Anyway, we did good that day. We tagged a total of six. The boys did most of the holding and Daniel even threw a couple. Most of the time we just jumped on them when they flopped down and once I put a foot rope on a big one. Hunter showed his sand by hanging on to the rope beyond the point where it made sense. He got pulled down a couple of times, but darn it, he wouldn’t let go until I told him to. I guess if he were my son, I wouldn’t have told him to let go at all (see the entry “Hang on, Jason, Hang on!”), but since these kids were borrowed, I tried to take care of them.
We had done 5 calves when the sun came out. It had been cloudy and even rainy up to that point, so the weather was pretty cool. After the sun came out, we did one more. The kids were pretty glad to be done, but according to their folks, they are still talking about it. Fantastic!

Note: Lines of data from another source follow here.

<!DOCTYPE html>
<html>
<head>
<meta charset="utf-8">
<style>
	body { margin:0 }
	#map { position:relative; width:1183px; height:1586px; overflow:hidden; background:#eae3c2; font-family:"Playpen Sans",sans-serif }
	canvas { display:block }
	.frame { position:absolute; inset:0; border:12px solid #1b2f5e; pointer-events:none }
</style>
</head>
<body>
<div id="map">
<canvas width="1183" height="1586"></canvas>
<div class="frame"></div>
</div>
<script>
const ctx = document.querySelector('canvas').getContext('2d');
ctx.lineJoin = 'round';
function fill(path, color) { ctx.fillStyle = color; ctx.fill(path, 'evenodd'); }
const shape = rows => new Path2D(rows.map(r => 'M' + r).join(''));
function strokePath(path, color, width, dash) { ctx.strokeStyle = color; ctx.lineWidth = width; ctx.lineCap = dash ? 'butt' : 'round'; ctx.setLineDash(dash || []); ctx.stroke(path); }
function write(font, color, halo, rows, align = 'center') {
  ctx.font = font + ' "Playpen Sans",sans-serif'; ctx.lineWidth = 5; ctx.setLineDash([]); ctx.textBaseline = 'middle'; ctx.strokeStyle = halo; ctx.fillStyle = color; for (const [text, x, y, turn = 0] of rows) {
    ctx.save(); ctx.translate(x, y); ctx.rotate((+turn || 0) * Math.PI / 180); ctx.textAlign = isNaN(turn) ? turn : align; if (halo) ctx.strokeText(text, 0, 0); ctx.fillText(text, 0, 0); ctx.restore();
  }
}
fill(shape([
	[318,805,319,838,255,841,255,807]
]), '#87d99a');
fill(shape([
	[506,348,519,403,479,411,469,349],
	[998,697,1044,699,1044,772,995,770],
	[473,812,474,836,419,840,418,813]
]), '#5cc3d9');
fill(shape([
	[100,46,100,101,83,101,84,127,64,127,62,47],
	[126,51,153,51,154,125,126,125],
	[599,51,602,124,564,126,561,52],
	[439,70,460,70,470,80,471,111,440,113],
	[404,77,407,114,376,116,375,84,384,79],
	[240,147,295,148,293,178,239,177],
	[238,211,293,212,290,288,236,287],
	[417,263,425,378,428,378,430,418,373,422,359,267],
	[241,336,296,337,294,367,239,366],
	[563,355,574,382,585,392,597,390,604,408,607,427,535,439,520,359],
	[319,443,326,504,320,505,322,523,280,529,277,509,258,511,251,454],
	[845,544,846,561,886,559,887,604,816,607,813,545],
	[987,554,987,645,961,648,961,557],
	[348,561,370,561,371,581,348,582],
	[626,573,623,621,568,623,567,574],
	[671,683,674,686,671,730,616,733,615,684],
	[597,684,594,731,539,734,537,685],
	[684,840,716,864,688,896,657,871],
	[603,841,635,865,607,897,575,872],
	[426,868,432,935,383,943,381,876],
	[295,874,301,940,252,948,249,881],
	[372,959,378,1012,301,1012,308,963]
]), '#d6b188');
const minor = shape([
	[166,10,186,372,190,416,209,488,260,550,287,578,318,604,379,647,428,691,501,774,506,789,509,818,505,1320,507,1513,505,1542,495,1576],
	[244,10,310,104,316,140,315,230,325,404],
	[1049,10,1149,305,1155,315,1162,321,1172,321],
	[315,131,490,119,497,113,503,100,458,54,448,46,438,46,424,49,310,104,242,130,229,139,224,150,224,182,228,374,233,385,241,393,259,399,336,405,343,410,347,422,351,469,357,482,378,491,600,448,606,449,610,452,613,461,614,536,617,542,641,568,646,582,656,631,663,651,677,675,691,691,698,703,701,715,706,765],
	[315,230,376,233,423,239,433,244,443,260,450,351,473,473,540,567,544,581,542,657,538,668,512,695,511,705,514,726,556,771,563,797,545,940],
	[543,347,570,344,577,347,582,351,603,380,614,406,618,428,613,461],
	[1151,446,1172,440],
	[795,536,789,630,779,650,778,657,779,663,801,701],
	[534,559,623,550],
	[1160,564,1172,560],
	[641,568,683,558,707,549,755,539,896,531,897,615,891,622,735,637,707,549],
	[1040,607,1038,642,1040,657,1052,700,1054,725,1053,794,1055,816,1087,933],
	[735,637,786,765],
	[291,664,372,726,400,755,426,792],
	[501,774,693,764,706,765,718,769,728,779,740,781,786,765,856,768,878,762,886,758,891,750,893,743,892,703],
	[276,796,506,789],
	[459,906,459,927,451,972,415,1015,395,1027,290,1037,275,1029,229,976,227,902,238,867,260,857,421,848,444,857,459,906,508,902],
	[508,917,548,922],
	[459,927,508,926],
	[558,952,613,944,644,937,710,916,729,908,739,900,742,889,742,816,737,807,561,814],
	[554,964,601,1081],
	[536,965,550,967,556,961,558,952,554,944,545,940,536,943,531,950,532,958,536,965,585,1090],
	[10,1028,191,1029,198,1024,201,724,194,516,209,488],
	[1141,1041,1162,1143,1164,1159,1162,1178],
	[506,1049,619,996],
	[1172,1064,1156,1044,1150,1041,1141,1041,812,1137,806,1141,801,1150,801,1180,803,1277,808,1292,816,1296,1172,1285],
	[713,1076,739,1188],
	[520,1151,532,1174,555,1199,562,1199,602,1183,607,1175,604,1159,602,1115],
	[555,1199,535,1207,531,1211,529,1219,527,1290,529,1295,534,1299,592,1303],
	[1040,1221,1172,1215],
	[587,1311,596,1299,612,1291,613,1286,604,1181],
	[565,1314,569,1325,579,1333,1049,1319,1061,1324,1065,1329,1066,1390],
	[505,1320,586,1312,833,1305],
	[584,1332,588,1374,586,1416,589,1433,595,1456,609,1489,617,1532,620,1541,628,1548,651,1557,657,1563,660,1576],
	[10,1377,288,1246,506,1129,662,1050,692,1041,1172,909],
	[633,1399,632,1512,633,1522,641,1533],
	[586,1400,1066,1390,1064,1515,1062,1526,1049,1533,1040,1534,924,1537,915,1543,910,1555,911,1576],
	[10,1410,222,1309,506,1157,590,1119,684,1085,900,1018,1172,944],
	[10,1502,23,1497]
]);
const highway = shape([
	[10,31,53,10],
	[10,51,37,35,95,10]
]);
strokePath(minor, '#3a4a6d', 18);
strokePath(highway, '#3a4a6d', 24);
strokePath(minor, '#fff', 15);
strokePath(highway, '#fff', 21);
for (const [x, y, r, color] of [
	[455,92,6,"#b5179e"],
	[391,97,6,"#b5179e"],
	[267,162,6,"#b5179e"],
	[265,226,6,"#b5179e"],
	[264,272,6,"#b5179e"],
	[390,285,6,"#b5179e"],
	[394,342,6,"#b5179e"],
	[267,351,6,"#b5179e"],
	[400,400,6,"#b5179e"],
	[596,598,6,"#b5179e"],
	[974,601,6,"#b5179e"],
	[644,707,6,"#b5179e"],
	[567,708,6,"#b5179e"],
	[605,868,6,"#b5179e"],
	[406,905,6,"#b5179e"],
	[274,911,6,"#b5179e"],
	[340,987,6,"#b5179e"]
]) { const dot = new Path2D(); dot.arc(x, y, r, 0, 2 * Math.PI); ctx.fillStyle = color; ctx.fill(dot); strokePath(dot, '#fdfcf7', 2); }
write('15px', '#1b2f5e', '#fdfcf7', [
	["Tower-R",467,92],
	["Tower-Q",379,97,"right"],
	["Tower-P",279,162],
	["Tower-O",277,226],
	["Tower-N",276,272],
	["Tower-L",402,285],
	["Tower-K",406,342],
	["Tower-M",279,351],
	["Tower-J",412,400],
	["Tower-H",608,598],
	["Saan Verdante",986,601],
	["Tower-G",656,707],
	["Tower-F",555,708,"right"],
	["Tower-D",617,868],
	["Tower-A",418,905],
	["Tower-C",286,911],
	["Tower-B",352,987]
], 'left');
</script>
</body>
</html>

We had a restful evening and went to Church and Sunday School on Sunday which was extremely important to the whole scheme of things. It was very nice to be able to fellowship these kids in the Lord the way I could not when I was their teacher.
The weekend was excactly what I had hoped for. Anna and I have talked a lot about what future iterations will look like and I will take some notes on what went well, what could have gone better (not much), and what we would like to accomplish in the future. I will take all of my faithful readers along. Thank you for your prayers.